Exercise objective:
When a line of the entries contains the word "white", report that line.

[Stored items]

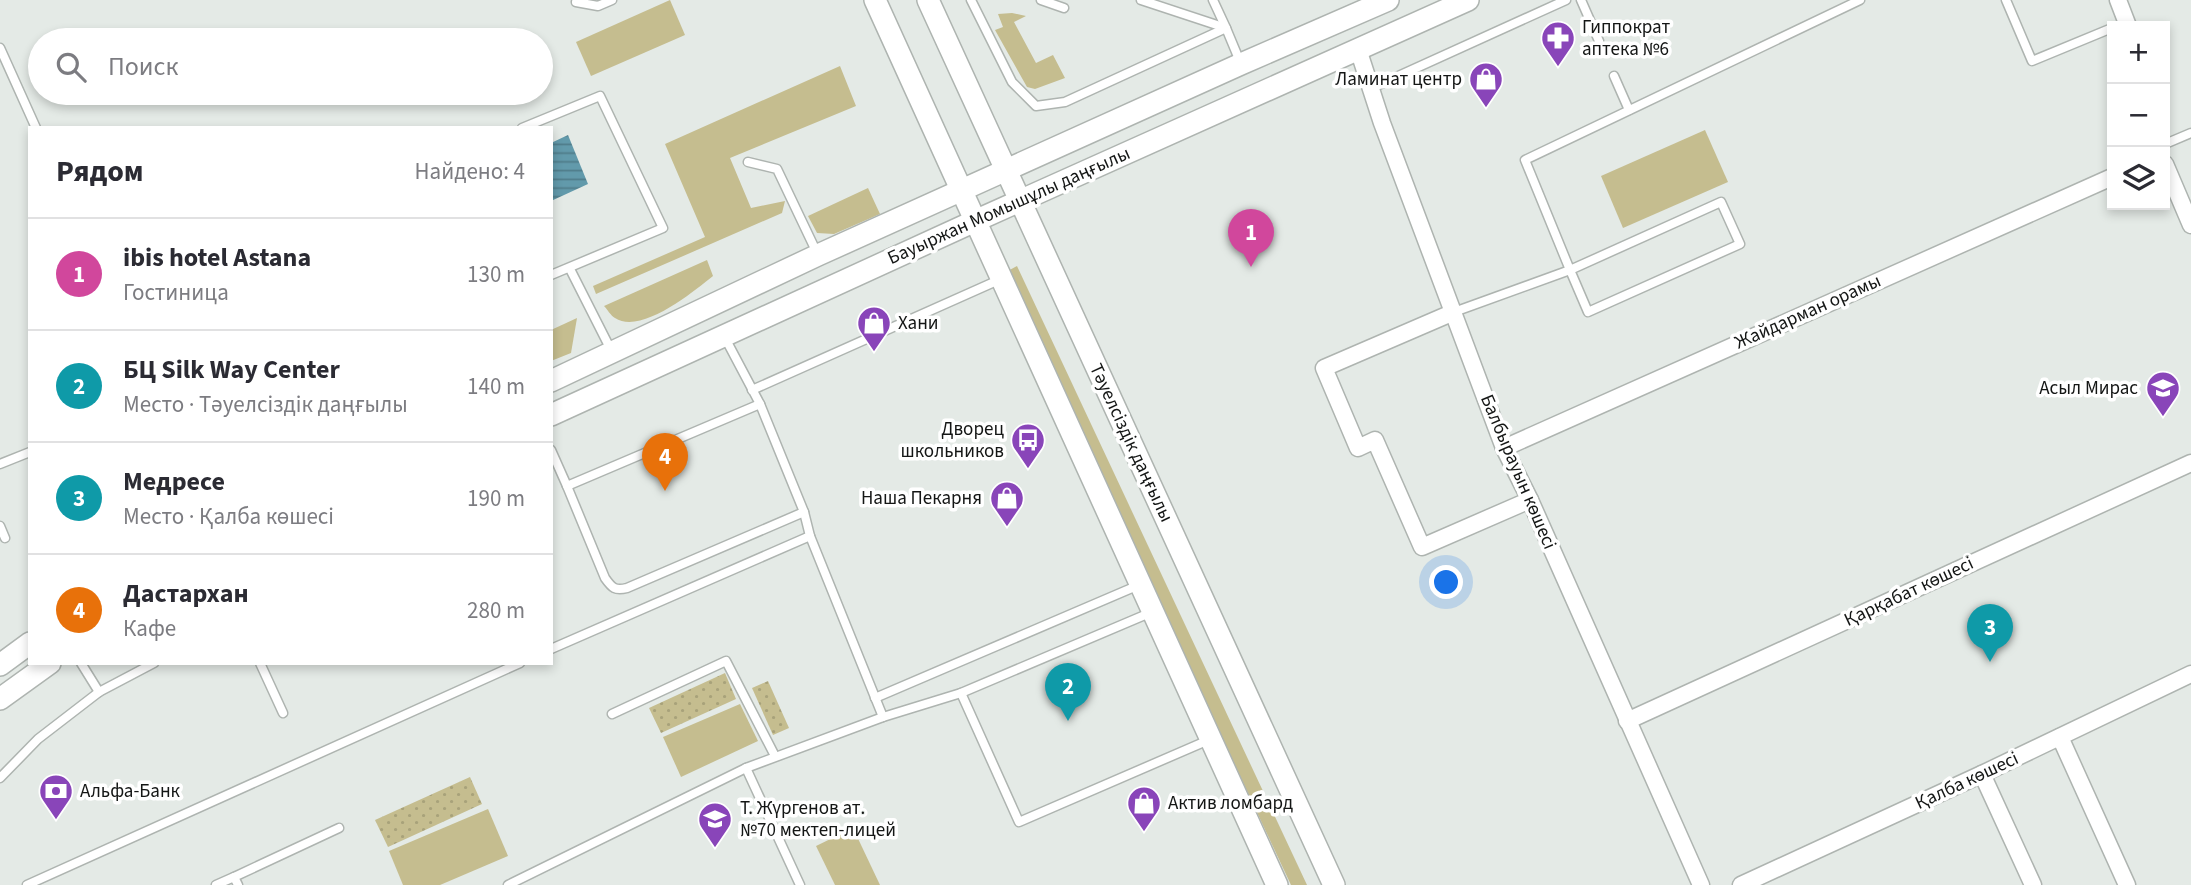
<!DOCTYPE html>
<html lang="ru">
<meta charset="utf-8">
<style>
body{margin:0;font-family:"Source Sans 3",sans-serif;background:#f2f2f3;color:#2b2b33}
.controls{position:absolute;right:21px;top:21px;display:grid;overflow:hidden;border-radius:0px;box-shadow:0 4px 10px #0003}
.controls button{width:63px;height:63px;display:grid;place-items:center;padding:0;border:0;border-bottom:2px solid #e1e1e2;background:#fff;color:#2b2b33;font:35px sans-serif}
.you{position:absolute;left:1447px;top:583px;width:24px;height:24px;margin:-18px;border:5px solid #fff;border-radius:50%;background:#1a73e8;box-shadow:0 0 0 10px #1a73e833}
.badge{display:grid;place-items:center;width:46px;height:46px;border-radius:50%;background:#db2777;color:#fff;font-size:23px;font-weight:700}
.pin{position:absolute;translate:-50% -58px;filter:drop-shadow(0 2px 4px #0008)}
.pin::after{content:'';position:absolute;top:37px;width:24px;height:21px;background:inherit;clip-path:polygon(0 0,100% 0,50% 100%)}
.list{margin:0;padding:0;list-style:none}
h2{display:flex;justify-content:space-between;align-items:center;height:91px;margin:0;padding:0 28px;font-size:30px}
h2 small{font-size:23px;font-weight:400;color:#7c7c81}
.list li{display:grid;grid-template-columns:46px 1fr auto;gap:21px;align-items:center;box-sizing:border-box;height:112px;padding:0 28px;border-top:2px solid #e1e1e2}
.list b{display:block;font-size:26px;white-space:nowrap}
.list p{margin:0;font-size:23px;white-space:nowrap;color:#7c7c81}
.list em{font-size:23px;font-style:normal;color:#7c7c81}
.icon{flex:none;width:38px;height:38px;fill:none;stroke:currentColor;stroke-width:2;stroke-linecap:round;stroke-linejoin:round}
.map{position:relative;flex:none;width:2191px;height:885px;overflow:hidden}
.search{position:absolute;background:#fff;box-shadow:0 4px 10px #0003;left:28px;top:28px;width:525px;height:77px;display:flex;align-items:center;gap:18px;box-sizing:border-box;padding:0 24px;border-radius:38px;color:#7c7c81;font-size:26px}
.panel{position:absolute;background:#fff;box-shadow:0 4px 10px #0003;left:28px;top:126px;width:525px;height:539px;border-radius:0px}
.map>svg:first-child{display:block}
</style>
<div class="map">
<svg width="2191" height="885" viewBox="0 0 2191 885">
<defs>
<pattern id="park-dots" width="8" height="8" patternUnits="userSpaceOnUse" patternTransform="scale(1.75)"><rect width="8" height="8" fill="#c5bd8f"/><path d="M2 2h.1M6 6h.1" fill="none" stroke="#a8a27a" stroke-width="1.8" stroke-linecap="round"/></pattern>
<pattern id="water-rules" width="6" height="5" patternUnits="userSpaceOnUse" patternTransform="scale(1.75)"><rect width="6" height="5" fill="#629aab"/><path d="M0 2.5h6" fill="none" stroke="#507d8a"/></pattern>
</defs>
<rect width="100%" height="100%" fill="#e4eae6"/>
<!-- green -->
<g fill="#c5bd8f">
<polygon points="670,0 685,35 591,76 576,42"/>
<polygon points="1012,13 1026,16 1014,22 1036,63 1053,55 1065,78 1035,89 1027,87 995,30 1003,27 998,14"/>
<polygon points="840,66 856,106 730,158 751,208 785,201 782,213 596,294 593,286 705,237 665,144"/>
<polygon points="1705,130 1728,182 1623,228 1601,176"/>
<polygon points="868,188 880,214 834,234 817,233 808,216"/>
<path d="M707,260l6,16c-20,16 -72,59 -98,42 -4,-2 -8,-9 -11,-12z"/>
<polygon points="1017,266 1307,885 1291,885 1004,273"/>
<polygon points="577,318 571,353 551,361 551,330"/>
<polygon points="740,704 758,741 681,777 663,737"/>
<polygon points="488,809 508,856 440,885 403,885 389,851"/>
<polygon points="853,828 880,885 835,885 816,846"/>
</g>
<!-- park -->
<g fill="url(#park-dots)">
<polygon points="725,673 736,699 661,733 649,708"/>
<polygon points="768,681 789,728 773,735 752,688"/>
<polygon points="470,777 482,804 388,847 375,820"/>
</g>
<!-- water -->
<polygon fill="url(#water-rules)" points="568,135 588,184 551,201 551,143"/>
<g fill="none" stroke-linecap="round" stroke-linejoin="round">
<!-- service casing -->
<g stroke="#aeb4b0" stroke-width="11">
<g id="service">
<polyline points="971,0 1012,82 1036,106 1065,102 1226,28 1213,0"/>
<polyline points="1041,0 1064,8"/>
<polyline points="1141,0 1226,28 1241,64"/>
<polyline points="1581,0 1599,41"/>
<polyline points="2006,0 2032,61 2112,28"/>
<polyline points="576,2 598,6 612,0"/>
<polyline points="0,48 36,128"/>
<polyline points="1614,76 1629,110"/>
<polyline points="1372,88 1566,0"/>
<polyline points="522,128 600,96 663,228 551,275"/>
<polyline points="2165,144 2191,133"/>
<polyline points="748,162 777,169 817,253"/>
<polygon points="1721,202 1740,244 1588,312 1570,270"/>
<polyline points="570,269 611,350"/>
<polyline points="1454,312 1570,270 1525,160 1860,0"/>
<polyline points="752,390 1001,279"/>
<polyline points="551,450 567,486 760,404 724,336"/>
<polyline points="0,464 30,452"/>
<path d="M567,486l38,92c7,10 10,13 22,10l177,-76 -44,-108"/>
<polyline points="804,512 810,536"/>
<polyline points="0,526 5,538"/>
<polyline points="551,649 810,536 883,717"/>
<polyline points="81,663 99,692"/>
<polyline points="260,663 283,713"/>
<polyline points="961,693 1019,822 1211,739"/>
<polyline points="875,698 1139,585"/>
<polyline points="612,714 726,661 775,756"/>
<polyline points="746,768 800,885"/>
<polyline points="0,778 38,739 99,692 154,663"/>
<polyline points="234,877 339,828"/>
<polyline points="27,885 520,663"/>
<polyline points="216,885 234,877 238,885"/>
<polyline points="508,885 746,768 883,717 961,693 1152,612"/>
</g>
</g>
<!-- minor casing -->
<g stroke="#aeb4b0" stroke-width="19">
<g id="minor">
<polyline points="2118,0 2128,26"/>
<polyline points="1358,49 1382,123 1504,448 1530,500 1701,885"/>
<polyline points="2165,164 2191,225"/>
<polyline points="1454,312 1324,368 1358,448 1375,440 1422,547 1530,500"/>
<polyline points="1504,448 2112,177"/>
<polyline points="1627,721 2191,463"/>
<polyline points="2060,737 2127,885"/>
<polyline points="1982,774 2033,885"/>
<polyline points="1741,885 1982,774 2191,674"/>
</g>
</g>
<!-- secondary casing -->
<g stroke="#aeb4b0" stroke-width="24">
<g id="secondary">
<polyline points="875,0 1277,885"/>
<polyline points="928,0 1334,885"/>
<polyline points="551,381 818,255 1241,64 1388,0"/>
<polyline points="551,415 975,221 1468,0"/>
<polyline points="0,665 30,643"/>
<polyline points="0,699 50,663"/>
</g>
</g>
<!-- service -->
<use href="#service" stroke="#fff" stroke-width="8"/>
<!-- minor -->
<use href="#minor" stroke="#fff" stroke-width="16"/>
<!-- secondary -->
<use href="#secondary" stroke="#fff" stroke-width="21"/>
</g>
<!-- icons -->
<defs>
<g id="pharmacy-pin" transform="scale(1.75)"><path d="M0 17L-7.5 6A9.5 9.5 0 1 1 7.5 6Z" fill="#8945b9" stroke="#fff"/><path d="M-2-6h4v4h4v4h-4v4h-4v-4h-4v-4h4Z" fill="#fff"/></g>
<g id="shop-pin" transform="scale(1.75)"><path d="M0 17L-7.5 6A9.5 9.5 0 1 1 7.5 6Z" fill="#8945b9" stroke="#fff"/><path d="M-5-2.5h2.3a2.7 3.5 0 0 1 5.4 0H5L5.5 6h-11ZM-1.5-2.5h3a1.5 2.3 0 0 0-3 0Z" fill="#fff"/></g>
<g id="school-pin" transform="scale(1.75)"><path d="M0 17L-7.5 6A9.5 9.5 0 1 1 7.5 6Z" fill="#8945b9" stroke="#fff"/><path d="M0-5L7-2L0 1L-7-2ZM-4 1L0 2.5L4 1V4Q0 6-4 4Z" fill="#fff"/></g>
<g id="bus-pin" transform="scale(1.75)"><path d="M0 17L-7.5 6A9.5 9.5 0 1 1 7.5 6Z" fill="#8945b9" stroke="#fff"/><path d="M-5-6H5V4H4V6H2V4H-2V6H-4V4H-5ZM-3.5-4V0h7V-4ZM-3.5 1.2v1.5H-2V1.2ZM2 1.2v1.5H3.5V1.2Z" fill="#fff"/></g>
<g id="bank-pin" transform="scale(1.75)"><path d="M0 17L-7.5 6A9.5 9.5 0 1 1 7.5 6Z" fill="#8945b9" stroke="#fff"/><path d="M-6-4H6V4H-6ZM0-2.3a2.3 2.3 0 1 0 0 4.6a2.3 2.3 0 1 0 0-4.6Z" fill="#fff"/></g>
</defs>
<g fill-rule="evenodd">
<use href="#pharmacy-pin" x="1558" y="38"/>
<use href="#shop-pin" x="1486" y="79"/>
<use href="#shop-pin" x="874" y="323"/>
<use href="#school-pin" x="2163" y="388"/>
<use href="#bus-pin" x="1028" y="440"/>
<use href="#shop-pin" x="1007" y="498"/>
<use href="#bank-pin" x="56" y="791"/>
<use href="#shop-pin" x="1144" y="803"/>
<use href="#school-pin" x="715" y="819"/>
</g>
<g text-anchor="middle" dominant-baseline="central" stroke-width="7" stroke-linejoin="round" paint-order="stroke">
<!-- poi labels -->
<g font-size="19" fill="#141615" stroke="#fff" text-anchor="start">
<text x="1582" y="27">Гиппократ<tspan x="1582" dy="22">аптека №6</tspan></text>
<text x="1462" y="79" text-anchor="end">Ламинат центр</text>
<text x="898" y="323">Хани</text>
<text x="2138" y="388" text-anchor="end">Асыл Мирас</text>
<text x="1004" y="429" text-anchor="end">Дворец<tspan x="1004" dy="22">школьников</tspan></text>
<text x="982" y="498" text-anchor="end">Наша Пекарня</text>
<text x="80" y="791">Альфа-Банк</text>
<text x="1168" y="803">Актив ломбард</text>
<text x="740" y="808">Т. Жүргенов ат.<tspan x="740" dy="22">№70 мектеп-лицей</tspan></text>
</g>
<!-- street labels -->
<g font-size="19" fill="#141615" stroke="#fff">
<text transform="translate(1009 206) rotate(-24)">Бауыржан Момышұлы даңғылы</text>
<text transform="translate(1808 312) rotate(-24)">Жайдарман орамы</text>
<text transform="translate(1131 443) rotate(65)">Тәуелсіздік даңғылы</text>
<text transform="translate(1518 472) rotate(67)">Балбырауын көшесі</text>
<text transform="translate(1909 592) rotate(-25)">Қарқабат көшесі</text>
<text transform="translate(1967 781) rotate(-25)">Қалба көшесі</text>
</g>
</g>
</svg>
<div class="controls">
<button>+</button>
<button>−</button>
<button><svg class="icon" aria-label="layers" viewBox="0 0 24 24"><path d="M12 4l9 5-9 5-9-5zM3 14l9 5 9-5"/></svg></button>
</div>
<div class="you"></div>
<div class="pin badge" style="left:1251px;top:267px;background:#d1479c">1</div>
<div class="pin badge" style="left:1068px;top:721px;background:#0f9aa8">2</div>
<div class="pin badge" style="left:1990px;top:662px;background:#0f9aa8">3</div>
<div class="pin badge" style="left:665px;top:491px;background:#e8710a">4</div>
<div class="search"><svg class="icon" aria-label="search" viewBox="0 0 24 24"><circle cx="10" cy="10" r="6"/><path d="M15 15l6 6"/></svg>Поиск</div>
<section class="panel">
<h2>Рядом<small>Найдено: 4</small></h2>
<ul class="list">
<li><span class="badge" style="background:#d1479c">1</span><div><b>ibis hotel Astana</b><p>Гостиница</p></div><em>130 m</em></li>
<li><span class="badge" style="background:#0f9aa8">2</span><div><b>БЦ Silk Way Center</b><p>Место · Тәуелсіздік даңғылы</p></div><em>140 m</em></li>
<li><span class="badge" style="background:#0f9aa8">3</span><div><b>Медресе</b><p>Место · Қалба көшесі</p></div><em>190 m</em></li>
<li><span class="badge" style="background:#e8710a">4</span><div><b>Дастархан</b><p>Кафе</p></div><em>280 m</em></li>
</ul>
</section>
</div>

Task solution:
.list b{display:block;font-size:26px;white-space:nowrap}
.list p{margin:0;font-size:23px;white-space:nowrap;color:#7c7c81}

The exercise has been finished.